After over a year of organizing, the Hillside Villa Tenants Association has gotten Councilmember Gil Cedillo to begin the process of taking their building using eminent domain in order to keep it permanently affordable. He formally introduced a motion to get this started, which will come for a vote before City Council’s Housing Committee in the coming weeks.
Hillside Villa is a 124-unit “affordable housing” development that was built with $5.5 million of public money in the late 1980s. On September 1, 2020, the agreement keeping rents low expires and landlord Tom Botz — a rich white man from Malibu whose companies have been found guilty for discriminating against families because they were evicting tenants for having their children playing in courtyards — will be free to raise rents as high as he wants for the working-class people of color (many immigrants) who live at Hillside Villa. Increases will be over $1,000 or even $1,500 per month for many tenants.
It’s almost certain that a mass eviction will follow, and families, including elders and children, will be uprooted from their homes, and may end up on the streets.
Eminent domain allows the city to force Botz to sell the building. They must pay him the fair market rate of what the building is worth, and use the building for a public purpose. Botz will essentially be rewarded with millions of dollars for his decades as a slumlord.
Thousands of words could be written on why this is the right thing to do. Here are just five reasons.

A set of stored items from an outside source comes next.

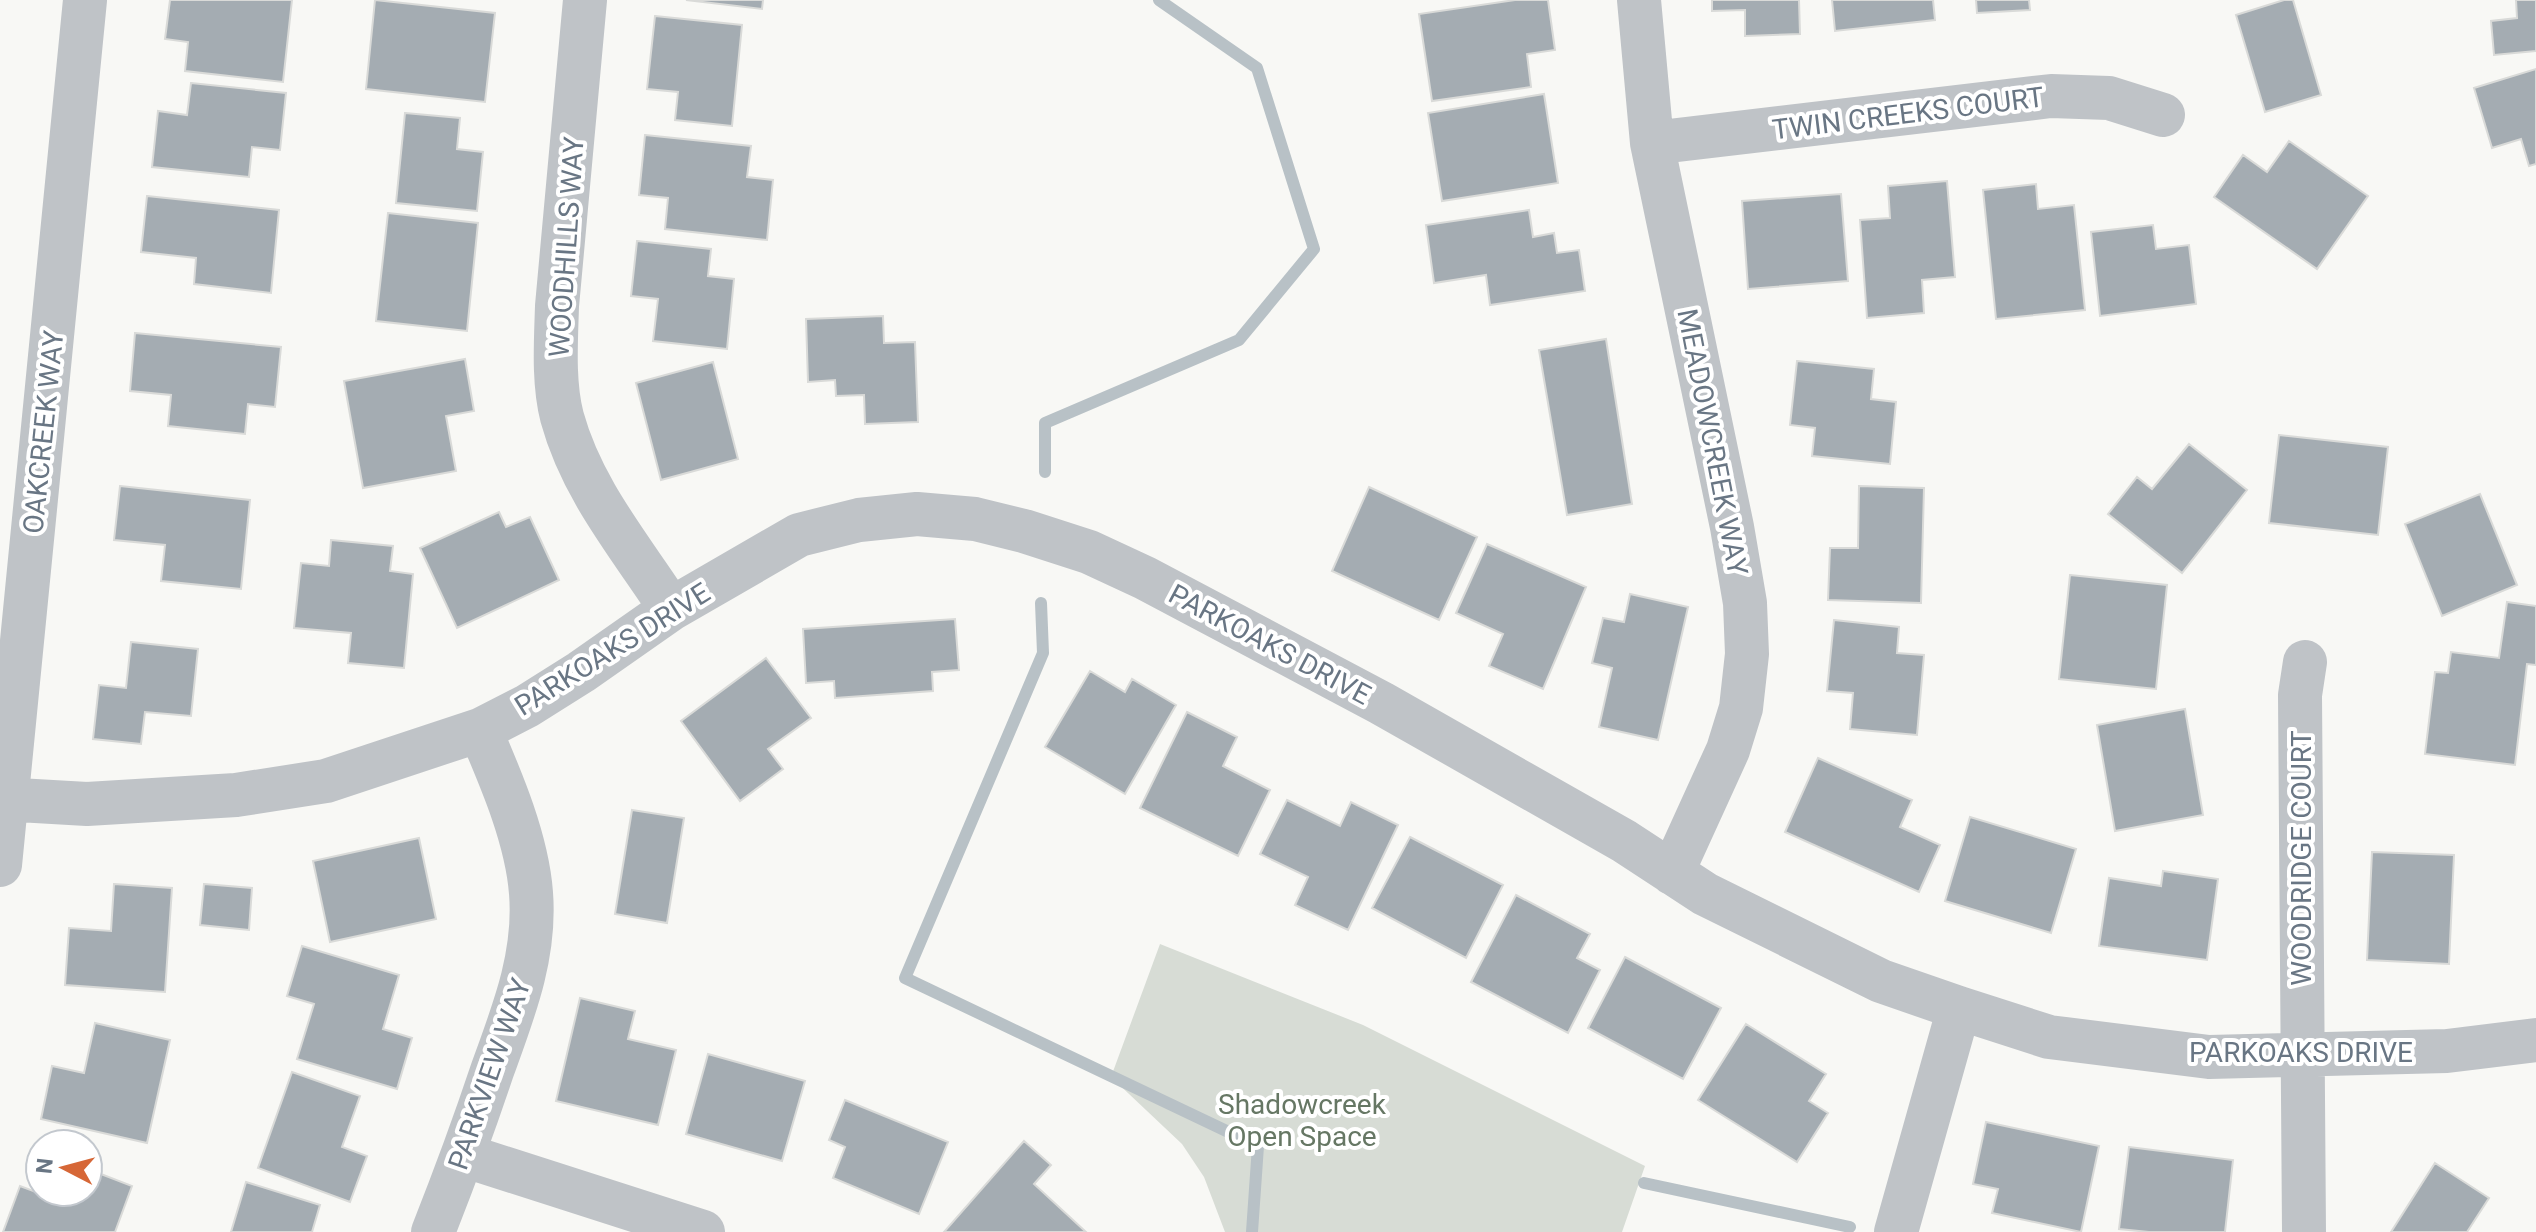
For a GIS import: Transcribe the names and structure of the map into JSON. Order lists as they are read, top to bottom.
{
  "streets": {
    "street": [
      "TWIN CREEKS COURT",
      "WOODHILLS WAY",
      "OAKCREEK WAY",
      "MEADOWCREEK WAY",
      "PARKOAKS DRIVE",
      "WOODRIDGE COURT",
      "PARKVIEW WAY"
    ]
  },
  "crossings": [
    ["TWIN CREEKS COURT", "MEADOWCREEK WAY"],
    ["WOODHILLS WAY", "PARKOAKS DRIVE"],
    ["OAKCREEK WAY", "PARKOAKS DRIVE"],
    ["MEADOWCREEK WAY", "PARKOAKS DRIVE"],
    ["PARKOAKS DRIVE", "WOODRIDGE COURT"],
    ["PARKOAKS DRIVE", "PARKVIEW WAY"]
  ],
  "parks": ["Shadowcreek Open Space"],
  "north": "left"
}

1) Prevent Families From Becoming Homeless
Everyone knows we’re in the midst of an outrageous housing crisis — tens of thousands of desperately poor people are forced to try to survive without shelter on the streets of our city. For many, it’s a death toll: 3 unhoused people die per day in LA.
The reality is that families will be made homeless if Tom Botz gets his way.

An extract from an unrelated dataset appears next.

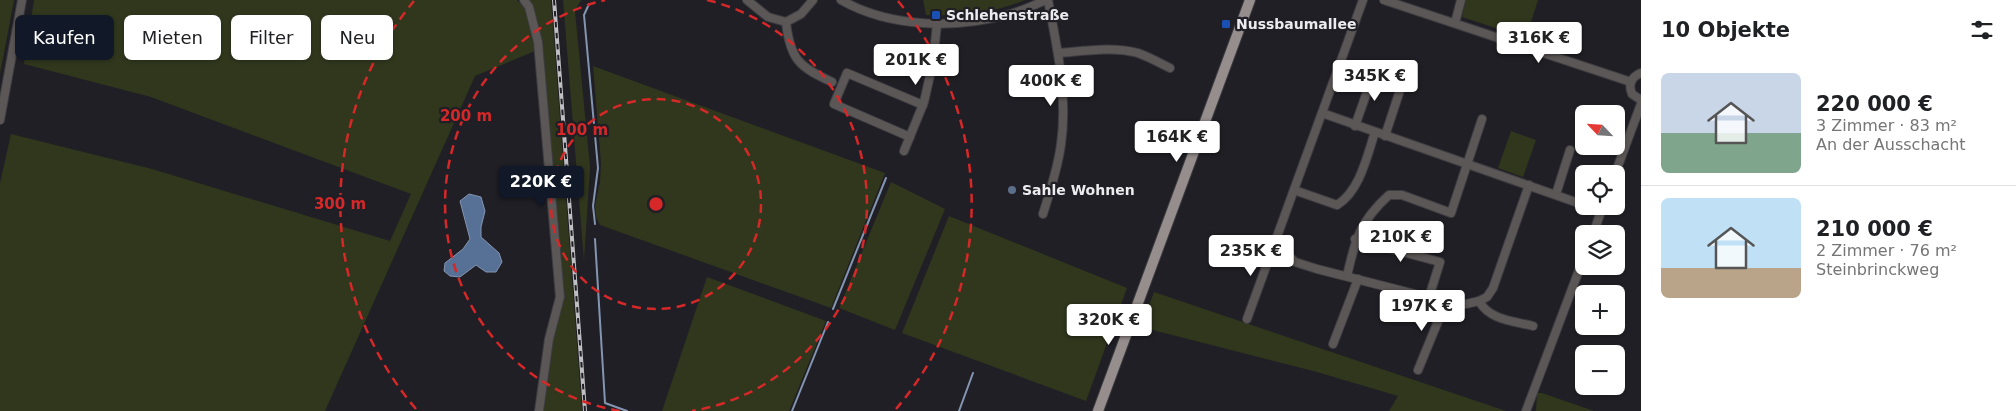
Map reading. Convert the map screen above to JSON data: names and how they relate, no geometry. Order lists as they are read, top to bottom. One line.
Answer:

There are roughly 124 families living at Hillside Villa. Many are elderly folks living on fixed incomes. Some are parents working two or three jobs just to provide a roof for their children. Some are monolingual Chinese speakers who have their whole lives in Chinatown.

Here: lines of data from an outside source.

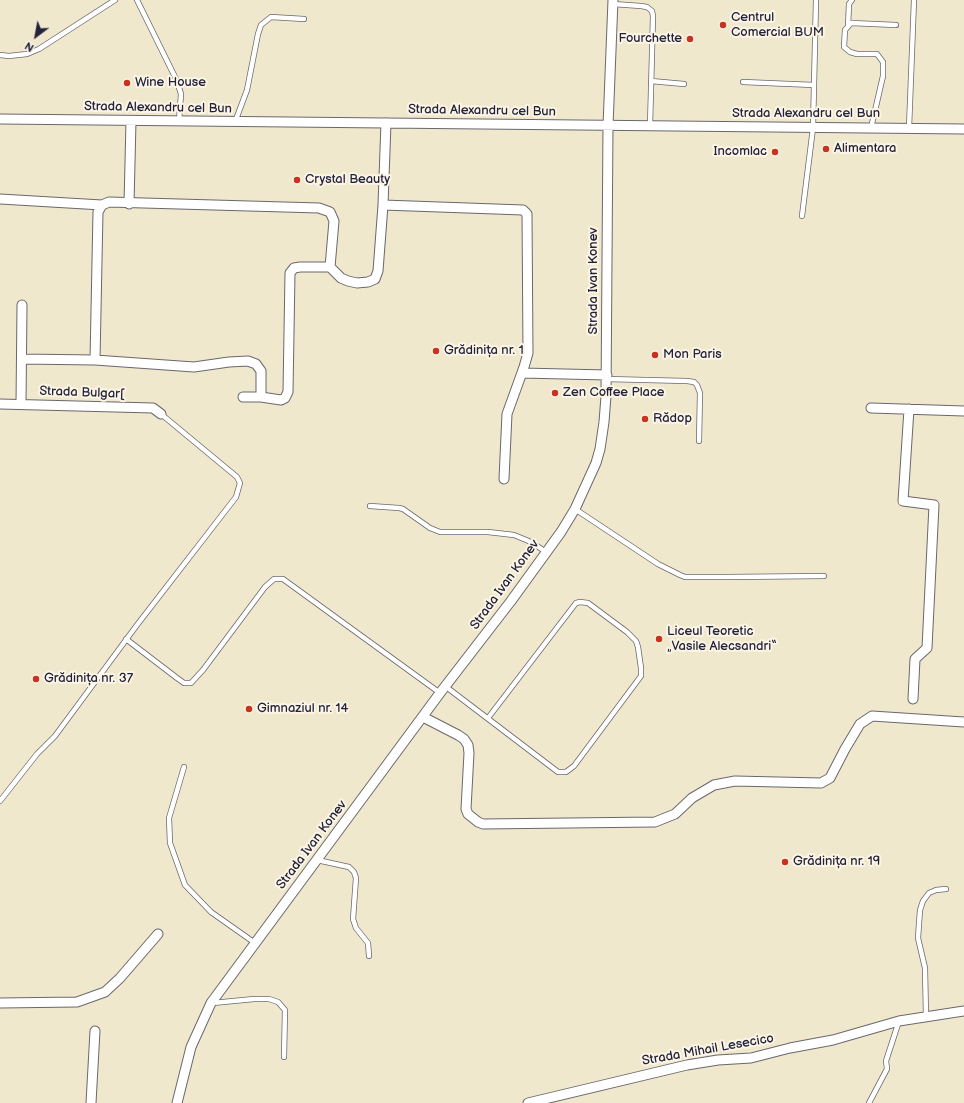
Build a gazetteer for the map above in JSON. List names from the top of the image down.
{
  "streets": {
    "street": [
      "Strada Alexandru cel Bun",
      "Strada Ivan Konev",
      "Strada Bulgar[",
      "Strada Mihail Lesecico"
    ]
  },
  "crossings": [
    ["Strada Alexandru cel Bun", "Strada Ivan Konev"]
  ],
  "places": [
    "Centrul Comercial BUM",
    "Fourchette",
    "Wine House",
    "Alimentara",
    "Incomlac",
    "Crystal Beauty",
    "Grădinița nr. 1",
    "Mon Paris",
    "Zen Coffee Place",
    "Rădop",
    "Liceul Teoretic „Vasile Alecsandri“",
    "Grădinița nr. 37",
    "Gimnaziul nr. 14",
    "Grădinița nr. 19"
  ],
  "north": "bottom left"
}
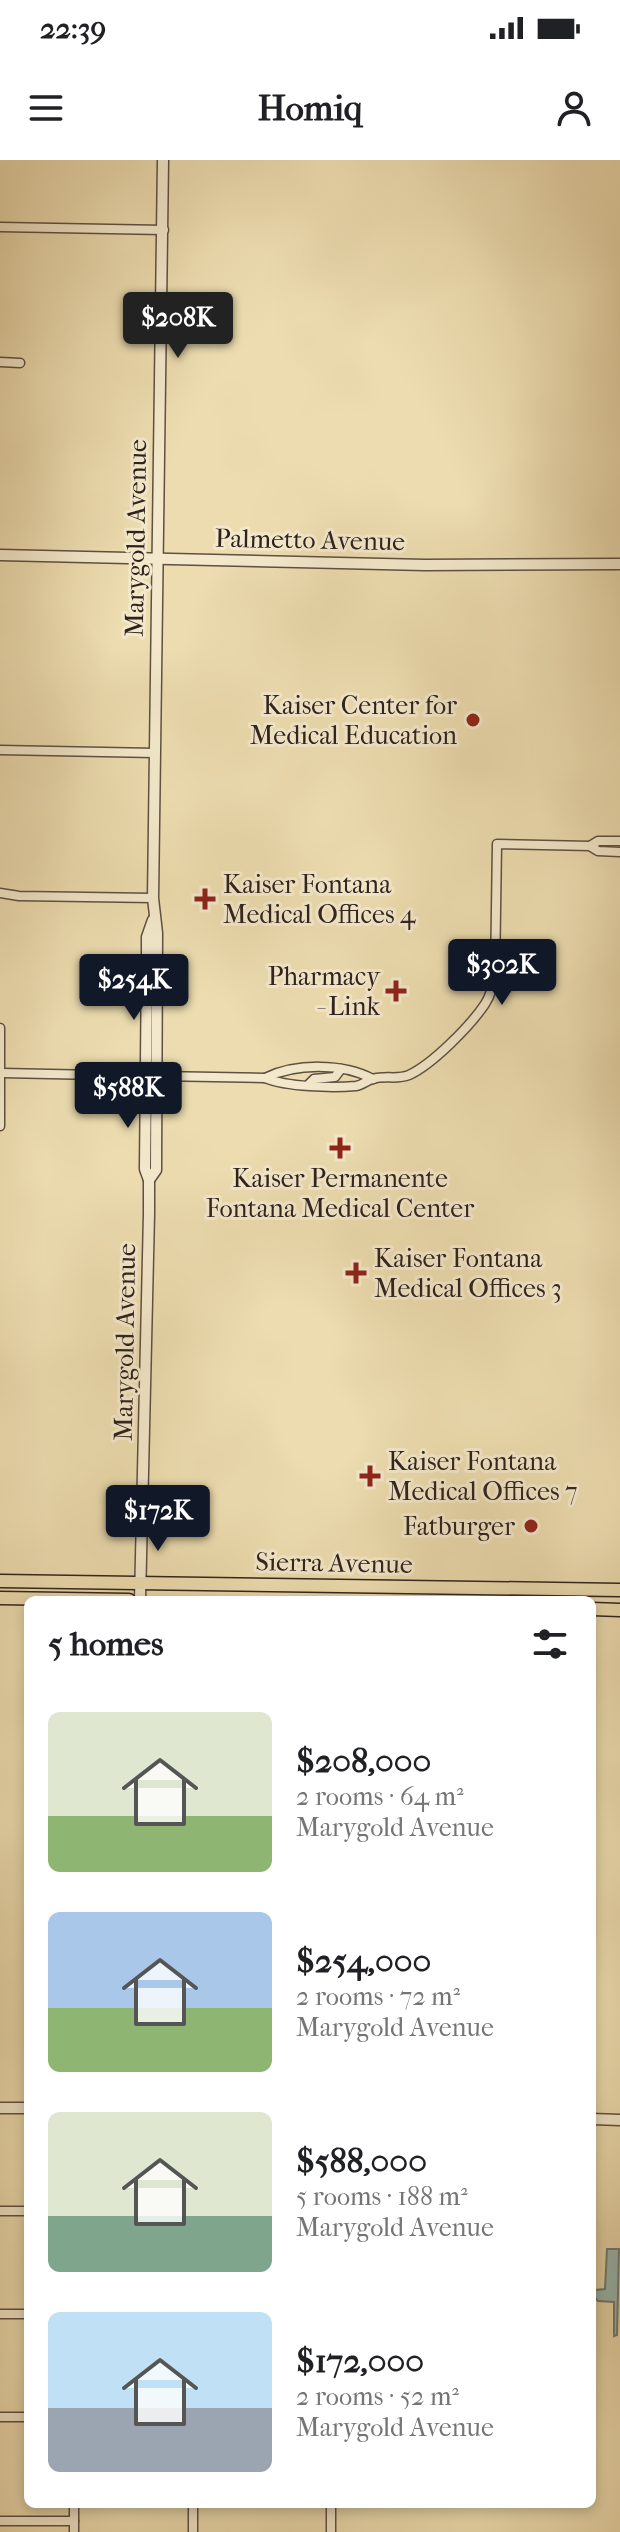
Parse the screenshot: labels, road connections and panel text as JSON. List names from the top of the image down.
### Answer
{
  "streets": {
    "main road": ["Sierra Avenue"],
    "street": ["Marygold Avenue", "Palmetto Avenue"]
  },
  "crossings": [
    ["Marygold Avenue", "Palmetto Avenue"],
    ["Marygold Avenue", "Sierra Avenue"]
  ],
  "places": {
    "other": ["Kaiser Center for Medical Education", "Fatburger"],
    "health": [
      "Kaiser Fontana Medical Offices 4",
      "Pharmacy - Link",
      "Kaiser Permanente Fontana Medical Center",
      "Kaiser Fontana Medical Offices 3",
      "Kaiser Fontana Medical Offices 7"
    ]
  },
  "page": {
    "status": "22:39",
    "header": "Homiq",
    "price": [
      "$208K",
      "$302K",
      "$254K",
      "$588K",
      "$172K"
    ],
    "heading": "5 homes",
    "list": [
      {
        "name": "$208,000",
        "note": "2 rooms · 64 m² · Marygold Avenue"
      },
      {
        "name": "$254,000",
        "note": "2 rooms · 72 m² · Marygold Avenue"
      },
      {
        "name": "$588,000",
        "note": "5 rooms · 188 m² · Marygold Avenue"
      },
      {
        "name": "$172,000",
        "note": "2 rooms · 52 m² · Marygold Avenue"
      }
    ]
  }
}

If the members of City Council and Mayor Eric Garcetti truly care about solving the humanitarian crisis of 60,000 people living without shelter, they can start by first protecting tenants from being unhoused by no fault of their own
2) Preserving Low-Income Housing Is Cheaper Than Building New Units
One of the main arguments we’ll hear again and again is the question “should the city really spend millions of dollars on just this one building?”
Yes — buying Hillside Villa and preserving 124 units of low-income housing is far cheaper than building it from the ground-up.
Affordable housing in LA costs over $500,000 per unit to build these days. That means it would cost $62 million to build the number of units that already exist at Hillside Villa!
By comparison, Hillside Villa could likely be bought by the city for $15 or $20 million — just around $150,000 per unit. Even, let’s say, if it costs as high as $30 million when this is all said and done, we’re still talking about half the price of building new units.
3) Tom Botz Refuses To Negotiate — Eminent Domain Is The Only Option
This past summer, the city offered Tom Botz $12.7 million to keep Hillside Villa affordable for just 10 years.
But Botz turned that deal down and instead is choosing to evict hundreds of people. This man is a cruel, heartless slumlord, and there’s no way to negotiate with him. Eminent domain is the only way to ensure families are not evicted and made homeless.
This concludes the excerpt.